The Correlation Engine 107 produces a confidence score 108 on its results. If the information is given a high confidence score, then the Correlation Engine 107 returns the information and the high confidence score. If the information is given a low confidence score, then the Correlation Engine 107 may return no match and an indication of the low confidence.
In one embodiment, the Reverse Lookup Engine 102 may perform a geolocation on the IP address 102 to determine a geographic region of the user. The Correlation Engine 107 may use the geographic region information to restrict the group of entities it will return to those that have a location or physical address within the geographic region. The Correlation Engine 107 may use this process as an initial filter to limit the set of potential business entities before performing additional processing to entities of highest likelihood.

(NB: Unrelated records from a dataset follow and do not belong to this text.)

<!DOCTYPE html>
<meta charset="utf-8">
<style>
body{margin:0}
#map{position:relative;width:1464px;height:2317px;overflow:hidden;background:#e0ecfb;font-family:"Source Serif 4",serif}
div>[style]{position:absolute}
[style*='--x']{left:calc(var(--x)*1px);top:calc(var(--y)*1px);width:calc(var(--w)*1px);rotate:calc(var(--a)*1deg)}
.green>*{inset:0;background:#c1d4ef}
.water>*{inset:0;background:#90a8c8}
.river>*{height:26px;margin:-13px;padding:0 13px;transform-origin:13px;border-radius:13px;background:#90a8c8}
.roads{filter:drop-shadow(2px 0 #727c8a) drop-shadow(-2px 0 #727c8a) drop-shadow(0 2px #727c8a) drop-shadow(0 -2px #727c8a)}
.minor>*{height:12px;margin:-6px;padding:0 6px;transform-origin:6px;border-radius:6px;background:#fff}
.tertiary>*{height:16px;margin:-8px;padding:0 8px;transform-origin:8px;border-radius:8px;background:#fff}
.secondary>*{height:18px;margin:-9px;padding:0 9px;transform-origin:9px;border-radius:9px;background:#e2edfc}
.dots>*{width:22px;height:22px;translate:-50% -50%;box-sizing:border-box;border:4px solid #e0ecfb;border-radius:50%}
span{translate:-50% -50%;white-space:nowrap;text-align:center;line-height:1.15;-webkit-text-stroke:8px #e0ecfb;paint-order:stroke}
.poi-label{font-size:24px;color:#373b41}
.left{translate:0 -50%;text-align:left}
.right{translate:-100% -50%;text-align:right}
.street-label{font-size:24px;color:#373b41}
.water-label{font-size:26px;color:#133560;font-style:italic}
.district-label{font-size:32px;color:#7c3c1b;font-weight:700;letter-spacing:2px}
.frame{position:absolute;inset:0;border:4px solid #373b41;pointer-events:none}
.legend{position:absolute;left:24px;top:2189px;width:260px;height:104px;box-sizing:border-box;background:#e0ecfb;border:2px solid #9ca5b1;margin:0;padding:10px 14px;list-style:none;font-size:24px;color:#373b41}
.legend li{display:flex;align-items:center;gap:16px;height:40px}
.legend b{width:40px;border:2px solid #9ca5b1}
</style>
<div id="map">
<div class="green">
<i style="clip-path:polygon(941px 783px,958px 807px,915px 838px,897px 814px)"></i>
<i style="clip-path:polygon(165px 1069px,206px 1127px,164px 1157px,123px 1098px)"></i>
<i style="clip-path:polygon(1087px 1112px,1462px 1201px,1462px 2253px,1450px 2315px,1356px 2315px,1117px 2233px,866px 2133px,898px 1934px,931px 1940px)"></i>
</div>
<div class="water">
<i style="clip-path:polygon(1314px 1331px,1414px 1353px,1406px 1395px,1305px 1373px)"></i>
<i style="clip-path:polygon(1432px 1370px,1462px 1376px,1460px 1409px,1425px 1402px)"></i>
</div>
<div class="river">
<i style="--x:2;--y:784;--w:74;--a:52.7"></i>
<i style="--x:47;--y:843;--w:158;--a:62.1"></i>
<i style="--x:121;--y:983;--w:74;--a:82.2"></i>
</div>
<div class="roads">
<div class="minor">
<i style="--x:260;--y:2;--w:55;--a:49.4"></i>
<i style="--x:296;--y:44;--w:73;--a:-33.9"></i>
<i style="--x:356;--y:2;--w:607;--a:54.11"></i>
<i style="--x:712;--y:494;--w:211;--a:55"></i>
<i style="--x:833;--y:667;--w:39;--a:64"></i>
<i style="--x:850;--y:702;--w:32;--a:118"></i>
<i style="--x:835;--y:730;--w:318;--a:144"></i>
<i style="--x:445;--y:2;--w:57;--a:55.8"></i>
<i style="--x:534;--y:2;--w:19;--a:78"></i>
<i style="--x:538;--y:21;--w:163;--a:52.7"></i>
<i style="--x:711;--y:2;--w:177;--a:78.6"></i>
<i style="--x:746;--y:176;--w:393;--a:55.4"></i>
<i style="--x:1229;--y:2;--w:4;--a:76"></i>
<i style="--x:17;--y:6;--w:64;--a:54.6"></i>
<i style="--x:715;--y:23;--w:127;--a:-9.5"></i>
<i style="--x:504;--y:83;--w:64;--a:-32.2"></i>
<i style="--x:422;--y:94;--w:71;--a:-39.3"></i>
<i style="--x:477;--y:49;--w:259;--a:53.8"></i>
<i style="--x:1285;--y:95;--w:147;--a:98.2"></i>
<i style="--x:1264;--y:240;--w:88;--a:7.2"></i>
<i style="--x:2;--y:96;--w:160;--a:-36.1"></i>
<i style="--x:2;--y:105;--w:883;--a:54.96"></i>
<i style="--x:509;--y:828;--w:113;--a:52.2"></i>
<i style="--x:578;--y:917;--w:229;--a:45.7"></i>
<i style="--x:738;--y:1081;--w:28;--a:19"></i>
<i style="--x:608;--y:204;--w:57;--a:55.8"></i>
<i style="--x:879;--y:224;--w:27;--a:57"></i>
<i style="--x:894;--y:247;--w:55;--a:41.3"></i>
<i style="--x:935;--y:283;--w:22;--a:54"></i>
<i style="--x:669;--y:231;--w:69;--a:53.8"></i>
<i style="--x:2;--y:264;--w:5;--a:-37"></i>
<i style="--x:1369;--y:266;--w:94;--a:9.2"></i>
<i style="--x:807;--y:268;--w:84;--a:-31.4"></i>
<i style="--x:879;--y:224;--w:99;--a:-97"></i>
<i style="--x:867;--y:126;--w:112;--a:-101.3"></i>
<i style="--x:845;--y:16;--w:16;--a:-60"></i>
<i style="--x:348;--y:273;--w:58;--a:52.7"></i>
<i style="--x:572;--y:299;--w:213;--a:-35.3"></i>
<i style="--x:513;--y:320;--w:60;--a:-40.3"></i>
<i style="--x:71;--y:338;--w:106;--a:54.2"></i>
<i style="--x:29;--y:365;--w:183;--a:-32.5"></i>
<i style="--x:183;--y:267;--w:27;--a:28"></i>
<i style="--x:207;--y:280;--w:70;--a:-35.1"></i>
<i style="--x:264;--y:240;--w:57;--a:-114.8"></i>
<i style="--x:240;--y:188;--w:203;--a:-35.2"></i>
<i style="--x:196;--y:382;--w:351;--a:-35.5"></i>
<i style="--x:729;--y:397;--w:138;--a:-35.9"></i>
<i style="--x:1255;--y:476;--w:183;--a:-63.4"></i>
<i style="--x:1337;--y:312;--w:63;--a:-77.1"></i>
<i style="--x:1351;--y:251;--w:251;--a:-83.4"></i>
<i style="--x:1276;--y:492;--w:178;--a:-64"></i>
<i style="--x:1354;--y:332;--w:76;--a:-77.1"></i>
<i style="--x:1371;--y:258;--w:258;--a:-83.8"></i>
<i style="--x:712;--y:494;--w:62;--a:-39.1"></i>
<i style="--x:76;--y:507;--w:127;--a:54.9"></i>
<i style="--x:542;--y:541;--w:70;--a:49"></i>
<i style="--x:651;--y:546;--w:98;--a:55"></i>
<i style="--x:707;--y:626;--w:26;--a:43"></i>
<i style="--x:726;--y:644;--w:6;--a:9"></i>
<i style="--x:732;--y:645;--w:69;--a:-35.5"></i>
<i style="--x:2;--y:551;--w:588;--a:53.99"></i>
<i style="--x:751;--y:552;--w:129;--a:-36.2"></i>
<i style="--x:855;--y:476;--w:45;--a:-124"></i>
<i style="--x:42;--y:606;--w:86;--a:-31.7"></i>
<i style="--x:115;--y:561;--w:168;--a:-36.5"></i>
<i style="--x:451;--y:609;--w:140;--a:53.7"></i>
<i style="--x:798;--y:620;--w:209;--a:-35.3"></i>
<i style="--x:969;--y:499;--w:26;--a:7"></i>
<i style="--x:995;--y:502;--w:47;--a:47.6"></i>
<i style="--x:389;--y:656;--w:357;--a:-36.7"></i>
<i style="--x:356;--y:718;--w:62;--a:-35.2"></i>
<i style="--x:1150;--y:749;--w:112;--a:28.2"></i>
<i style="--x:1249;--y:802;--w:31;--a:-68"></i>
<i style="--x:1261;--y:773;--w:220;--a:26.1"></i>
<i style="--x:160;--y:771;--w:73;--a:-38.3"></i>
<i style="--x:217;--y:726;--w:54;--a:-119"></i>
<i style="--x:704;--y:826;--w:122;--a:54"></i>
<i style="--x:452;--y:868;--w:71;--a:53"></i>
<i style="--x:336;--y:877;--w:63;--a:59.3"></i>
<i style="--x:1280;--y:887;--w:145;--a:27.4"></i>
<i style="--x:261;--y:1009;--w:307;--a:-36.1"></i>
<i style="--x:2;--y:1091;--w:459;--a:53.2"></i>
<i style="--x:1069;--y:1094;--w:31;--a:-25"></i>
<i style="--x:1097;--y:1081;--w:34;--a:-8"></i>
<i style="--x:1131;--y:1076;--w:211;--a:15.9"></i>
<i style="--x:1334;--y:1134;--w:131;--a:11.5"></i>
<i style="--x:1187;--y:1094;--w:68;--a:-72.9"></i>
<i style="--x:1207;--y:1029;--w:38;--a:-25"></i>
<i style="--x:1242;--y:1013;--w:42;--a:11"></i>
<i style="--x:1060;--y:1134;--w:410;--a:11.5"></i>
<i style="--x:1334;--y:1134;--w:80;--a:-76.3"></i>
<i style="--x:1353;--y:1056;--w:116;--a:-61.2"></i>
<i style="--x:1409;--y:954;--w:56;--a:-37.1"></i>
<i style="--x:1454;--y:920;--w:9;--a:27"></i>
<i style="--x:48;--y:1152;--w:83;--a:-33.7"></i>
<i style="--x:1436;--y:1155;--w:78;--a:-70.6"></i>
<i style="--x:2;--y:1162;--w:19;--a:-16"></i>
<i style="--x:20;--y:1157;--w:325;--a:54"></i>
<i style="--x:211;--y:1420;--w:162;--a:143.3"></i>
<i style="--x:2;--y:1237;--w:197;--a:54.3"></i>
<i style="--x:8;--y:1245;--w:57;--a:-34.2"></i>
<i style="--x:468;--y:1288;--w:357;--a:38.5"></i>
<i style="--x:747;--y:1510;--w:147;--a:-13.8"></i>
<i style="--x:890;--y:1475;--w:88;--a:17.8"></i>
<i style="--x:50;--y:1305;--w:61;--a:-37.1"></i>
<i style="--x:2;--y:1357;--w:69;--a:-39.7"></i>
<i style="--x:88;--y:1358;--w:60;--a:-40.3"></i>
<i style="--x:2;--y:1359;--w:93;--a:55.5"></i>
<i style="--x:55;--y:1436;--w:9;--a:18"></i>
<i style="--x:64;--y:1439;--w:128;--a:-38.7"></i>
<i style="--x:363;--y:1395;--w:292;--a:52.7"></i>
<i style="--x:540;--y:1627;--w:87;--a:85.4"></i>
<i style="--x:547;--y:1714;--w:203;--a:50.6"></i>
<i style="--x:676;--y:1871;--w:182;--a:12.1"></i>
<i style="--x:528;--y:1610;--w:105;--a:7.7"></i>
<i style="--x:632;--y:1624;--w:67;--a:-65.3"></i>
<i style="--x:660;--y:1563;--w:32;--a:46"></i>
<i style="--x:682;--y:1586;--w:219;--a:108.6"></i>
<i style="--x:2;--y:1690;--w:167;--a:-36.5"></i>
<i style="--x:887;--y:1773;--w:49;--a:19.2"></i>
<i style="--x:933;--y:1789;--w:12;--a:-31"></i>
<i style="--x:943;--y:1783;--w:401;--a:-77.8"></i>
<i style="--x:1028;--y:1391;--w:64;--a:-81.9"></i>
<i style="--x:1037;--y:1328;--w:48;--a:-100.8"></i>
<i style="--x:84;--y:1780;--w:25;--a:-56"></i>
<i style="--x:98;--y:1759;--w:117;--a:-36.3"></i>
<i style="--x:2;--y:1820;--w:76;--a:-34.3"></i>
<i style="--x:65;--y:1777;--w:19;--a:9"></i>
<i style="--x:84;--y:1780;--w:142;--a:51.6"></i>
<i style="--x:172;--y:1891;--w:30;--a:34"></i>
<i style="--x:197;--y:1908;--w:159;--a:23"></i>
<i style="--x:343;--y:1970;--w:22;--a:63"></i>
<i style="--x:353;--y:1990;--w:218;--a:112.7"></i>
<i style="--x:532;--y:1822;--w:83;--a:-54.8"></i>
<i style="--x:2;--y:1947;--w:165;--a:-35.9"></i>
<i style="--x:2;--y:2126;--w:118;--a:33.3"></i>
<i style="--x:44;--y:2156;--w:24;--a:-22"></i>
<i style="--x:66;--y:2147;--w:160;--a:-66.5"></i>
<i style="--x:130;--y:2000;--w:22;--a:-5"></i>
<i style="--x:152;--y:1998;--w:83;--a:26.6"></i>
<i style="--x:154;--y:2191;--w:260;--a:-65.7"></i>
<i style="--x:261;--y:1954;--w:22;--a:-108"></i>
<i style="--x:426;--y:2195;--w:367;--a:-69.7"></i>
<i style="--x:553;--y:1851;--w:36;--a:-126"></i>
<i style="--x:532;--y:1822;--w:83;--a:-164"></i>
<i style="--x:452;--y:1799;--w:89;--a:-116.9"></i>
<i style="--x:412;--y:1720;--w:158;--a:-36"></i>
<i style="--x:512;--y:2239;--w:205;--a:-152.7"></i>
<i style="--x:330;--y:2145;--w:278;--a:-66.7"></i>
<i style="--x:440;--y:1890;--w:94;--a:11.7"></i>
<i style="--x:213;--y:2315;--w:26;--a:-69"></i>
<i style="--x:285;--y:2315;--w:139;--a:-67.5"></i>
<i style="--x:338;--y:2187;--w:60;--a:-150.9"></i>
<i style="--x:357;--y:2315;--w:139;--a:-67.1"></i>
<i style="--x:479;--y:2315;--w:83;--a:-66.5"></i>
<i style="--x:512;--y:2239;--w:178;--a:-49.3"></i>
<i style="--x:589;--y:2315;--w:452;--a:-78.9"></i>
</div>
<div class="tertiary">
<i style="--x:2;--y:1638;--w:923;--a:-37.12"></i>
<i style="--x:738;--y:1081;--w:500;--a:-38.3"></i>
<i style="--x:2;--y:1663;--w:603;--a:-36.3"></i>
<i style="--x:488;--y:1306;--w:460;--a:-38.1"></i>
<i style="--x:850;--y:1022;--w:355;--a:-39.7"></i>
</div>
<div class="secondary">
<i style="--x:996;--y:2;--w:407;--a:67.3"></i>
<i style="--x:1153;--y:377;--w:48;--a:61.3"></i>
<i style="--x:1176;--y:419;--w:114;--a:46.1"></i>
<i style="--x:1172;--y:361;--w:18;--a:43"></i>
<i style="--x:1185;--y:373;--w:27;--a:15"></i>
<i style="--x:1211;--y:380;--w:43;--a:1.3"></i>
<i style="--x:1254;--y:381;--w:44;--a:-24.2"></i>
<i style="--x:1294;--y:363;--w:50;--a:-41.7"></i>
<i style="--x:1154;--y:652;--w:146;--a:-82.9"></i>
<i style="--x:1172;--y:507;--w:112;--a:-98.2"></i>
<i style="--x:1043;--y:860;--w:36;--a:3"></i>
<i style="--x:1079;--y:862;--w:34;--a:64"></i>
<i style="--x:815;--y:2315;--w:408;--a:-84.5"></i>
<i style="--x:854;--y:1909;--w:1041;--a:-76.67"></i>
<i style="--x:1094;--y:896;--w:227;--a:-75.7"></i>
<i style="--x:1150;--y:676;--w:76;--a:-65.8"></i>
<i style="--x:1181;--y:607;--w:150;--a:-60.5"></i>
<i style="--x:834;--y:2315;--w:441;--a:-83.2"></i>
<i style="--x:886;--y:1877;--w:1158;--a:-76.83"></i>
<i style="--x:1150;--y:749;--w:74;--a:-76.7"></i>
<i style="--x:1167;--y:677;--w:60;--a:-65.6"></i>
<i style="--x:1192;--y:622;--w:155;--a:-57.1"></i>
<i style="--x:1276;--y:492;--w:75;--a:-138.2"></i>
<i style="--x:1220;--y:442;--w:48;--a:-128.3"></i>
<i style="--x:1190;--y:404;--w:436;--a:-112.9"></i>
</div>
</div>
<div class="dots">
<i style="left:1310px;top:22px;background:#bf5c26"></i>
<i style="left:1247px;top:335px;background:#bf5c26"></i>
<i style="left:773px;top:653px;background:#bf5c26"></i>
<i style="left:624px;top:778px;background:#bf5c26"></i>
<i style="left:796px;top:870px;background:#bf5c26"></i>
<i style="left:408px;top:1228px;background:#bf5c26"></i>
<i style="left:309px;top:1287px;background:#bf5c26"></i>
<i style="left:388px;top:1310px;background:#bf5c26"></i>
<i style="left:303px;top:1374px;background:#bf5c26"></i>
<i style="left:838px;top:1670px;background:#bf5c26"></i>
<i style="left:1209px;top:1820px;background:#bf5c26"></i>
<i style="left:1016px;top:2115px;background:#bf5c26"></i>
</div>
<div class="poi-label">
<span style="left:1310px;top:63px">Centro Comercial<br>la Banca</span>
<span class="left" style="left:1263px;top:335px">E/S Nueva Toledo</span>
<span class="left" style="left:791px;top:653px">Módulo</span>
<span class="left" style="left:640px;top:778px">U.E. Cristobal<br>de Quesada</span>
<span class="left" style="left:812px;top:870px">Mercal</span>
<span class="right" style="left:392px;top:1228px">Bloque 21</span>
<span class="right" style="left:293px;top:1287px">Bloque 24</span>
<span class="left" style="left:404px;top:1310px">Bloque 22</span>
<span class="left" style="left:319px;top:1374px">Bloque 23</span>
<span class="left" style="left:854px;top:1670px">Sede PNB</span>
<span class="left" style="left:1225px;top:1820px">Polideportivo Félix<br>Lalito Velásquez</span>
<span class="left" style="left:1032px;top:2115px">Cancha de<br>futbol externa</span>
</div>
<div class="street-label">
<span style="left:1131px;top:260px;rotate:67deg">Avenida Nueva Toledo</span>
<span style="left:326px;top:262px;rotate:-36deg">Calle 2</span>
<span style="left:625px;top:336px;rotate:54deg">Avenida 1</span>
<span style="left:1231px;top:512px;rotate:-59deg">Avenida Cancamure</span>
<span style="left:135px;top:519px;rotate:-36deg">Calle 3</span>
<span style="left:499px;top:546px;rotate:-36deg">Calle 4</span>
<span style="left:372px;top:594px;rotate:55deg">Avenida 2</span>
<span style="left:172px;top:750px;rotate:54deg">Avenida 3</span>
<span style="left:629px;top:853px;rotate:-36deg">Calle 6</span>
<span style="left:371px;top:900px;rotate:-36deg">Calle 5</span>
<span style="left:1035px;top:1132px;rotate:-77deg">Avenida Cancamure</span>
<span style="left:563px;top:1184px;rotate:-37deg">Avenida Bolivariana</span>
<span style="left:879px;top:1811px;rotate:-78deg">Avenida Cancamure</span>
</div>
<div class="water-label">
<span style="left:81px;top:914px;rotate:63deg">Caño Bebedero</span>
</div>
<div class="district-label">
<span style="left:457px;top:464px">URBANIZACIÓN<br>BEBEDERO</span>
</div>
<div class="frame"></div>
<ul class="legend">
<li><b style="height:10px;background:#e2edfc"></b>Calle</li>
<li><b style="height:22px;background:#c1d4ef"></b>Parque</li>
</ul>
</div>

In one embodiment, the Reverse Lookup Engine 102 may look up historical information about prior web form submissions made from the IP address 101 and provide that information to the Correlation Engine 107. The Correlation Engine 107 may determine potential entities associated with the IP address by finding and evaluating entries that were submitted in Company Name or Email Address fields of web forms. Entity information may be determined from an Email Address field by looking at the domain name, and associating the domain name to an entity. The Correlation Engine 107 may determine how many past web form submissions from the particular IP address are recorded in the Historical Data database 106 for an entity, namely the web form submission included the entity name in the company name field or the domain name of the user's email address was associated with the entity. When it determines that a large number of web form submissions from an IP address are for an entity, it may assign a higher probability that it is the correct entity identity. However, if few web form submission from an IP address are for an entity, or web form submission from the IP address identify several different possible entities, then the Correlation Engine 107 may assign a lower probability that the entity identity is correct.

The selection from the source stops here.